As it became clear that giving Sophia oxygen wasn’t working, Alvarado and her cousins drove her to the Grand River Hospital in Rifle, Colorado, but it was too late. Sophia was pronounced deceased. The youngster had a “very, very high” amount of methamphetamine in her system, according to Garfield County Coroner Robert Glassmire, and her death was deemed an overdose from methamphetamine intoxication.

As officers investigated the flat, they discovered baggies full of white powder, drug residue on a dollar note, and pipes and bongs everywhere. Ultimately, weeks after Sophia Larson’s murder, officials arrested Stephanie Alvarado, Daniel Alvarado, and Bertha Karina Ceballos-Romo in connection with her killing.

The three were charged with child maltreatment resulting in death, drug possession, and reckless endangerment. Ceballos-Romo was also charged with manipulating evidence after authorities said she attempted to clean up the flat where the girl overdosed.

Alex Larson, Sophia’s father, claimed he broke up with Alvarado about a year ago due to her drug usage, and he had desired full custody of her. The heartbroken father, who shared custody of his daughter and had her five days a week, claimed he could never forgive Alvarado or her family for his daughter’s murder.

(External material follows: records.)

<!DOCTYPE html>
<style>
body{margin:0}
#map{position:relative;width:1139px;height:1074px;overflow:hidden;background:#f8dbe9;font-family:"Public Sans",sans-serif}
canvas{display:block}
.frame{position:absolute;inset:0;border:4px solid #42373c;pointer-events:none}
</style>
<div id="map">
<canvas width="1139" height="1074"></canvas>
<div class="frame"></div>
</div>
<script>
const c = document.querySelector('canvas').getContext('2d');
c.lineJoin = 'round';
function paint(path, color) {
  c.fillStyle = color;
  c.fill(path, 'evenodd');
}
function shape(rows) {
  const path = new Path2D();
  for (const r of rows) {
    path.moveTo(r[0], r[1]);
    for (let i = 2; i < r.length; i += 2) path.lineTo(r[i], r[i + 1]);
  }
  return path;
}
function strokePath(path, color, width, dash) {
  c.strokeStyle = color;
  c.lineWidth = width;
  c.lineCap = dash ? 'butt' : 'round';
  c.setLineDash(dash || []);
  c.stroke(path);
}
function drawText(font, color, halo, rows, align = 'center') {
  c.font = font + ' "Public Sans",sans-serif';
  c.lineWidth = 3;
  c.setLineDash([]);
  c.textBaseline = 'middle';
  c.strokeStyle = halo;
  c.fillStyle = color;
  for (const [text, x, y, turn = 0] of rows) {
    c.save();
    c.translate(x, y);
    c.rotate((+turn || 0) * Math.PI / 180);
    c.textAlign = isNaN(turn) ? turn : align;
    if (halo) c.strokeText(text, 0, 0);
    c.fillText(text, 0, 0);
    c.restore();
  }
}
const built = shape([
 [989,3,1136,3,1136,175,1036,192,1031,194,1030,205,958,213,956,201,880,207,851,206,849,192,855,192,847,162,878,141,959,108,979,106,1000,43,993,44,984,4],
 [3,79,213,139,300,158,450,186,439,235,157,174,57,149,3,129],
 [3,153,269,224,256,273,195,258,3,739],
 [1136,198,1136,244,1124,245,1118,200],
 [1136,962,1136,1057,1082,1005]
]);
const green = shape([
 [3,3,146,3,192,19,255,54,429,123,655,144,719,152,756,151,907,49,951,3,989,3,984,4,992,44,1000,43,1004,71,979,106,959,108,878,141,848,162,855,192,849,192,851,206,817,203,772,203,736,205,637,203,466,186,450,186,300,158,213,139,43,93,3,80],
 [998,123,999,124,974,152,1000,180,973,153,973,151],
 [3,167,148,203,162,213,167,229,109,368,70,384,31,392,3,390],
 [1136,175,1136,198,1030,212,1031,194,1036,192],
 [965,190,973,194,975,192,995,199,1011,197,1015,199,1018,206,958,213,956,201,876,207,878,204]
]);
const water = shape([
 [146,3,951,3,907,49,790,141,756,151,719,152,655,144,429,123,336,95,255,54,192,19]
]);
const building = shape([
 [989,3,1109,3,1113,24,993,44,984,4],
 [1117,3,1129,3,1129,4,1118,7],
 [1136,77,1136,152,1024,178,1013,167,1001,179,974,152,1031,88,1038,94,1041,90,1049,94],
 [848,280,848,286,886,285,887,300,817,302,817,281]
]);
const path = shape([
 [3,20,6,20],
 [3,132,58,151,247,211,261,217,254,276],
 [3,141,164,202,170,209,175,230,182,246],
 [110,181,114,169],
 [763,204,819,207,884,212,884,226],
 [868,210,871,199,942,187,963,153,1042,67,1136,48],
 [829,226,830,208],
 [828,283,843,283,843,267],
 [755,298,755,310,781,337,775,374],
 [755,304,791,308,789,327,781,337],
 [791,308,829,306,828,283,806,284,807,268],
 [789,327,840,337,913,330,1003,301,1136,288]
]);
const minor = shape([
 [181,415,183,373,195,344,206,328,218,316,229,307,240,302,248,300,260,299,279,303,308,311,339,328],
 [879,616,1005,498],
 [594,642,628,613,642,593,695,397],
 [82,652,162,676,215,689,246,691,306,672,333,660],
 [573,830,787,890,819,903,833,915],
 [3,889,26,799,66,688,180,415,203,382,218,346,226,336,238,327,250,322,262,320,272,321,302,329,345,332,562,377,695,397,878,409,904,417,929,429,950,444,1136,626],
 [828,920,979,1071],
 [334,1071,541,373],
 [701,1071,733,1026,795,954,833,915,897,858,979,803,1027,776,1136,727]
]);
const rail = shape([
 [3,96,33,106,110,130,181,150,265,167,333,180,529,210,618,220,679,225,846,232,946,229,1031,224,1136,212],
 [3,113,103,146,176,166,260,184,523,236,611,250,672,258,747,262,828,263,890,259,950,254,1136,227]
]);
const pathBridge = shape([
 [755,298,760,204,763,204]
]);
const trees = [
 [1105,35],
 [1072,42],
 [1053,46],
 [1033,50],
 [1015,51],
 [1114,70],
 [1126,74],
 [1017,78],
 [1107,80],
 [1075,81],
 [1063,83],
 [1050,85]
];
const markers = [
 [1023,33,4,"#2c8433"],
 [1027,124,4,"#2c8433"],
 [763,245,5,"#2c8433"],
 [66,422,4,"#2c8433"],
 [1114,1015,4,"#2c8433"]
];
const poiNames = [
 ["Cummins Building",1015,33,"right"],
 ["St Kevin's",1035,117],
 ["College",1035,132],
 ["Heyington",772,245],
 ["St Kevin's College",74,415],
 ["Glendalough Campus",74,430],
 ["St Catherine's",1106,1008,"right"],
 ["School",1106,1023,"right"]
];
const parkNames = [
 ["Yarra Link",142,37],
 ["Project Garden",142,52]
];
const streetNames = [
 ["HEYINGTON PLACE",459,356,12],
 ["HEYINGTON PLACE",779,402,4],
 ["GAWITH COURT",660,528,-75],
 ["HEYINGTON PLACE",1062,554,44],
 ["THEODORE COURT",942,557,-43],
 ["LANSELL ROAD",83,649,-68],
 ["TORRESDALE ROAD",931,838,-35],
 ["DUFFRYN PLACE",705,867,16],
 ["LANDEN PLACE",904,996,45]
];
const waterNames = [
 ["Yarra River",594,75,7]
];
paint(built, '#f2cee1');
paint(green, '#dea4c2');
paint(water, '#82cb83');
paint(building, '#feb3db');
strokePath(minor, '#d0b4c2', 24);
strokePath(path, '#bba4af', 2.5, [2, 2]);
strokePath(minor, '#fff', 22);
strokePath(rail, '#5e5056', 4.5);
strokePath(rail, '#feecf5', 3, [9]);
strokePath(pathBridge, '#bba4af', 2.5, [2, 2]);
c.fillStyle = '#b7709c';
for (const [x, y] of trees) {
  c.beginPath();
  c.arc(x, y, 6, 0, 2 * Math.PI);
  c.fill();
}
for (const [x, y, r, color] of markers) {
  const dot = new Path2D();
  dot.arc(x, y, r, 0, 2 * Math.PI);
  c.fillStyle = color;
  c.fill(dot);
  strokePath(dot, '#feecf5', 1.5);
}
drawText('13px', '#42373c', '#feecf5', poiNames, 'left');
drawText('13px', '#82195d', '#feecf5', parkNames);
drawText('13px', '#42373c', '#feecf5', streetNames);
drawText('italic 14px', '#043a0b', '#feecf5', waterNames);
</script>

If they had rushed her to the hospital when they noticed his daughter drink that, she would have been a bit sluggish and not quite right in her mind — but his daughter would still be here with him today, Alex recounted, tears streaming down her cheeks. The fact that he can’t hug her or tell her anything, is because he doesn’t know how to adequately convey how much he misses her, he sobbed.

Let Sophia Larson and her father, Alex, serve as a reminder that drug usage is not a victimless crime. Others pay for an abuser’s addiction, and at times it costs them their lives or the lives of others they care about. Three grownups bet with a small girl’s life in order to get out of trouble, and unfortunately, there were no winners. All were defeated, even Alex and Sophia, who endured the greatest cost.